Today’s post is about bad similes.

Bad Writing

Image Courtesy of Brenton Nicholls ~

Four of my dictionaries give “simile” these definitions:

“a figure of speech involving the comparison of one thing with another thing of a different kind , used to make a description more emphatic or vivid”

“A figure of speech in which a person or thing is described by being explicitly likened to another, usually preceded by as or like”

“A figure of speech involving the comparison of one thing with another of a different kind , as an illustration or ornament”

“a figure of speech in which two unlike things are explicitly compared”

Quite similar with interesting variations

I also have four different weather apps, with their own brand of interesting variations (and many days not very similar…) on what kind of weather to expect :-)

The Paris Review has an article called Striking Similes that says:

“’I think that the impulse to find the likeness between unlike things is very basic to us’….Pair this impulse with a desire for novelty—with every writer’s desire, that is, to be the first person ever to make a certain comparison on the page, to connect two previously disparate things—and you can see how even a seasoned writer could have a reach that exceeds his grasp. There’s a thin line between the original and the asinine.”

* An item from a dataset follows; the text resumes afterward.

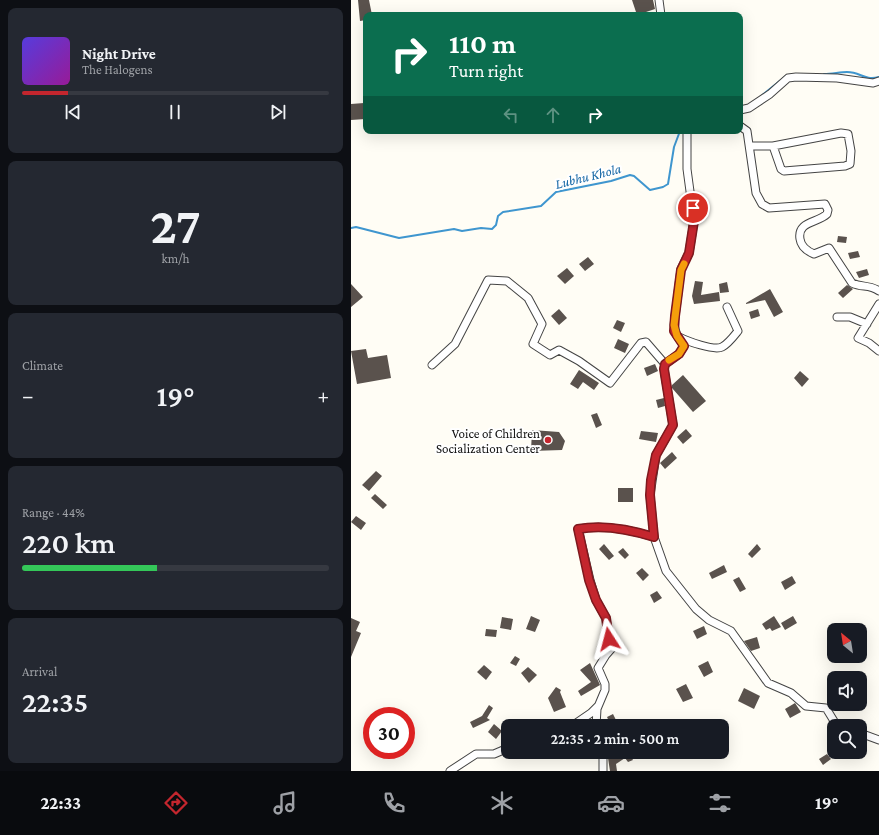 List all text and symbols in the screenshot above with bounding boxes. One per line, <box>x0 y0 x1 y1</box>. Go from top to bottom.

The article quotes some amazing (weird, out-there, warped) similes from a book called, Fifteen Thousand Useful Phrases. <— that link is to a Google Page (you can buy the book or get it free…).

“Useful” Phrases………


I read a lot of folks on Wattpad (part of my book promotion program) and, admittedly, most of them are not “seasoned” writers (still, there are many fine writers); yet, there are quite a few of them who fracture language but still pull me along with their Sense of Story

And, even though some of the Wattpad writers warp things a bit, that article from The Paris Review has more than 40 Extremely Overwrought similes.

I’ll excerpt just the few that really stand out for me:

“A glacial pang of pain like the stab of a dagger of ice frozen from a poisoned well”

“Brute terrors like the scurrying of rats in a deserted attic”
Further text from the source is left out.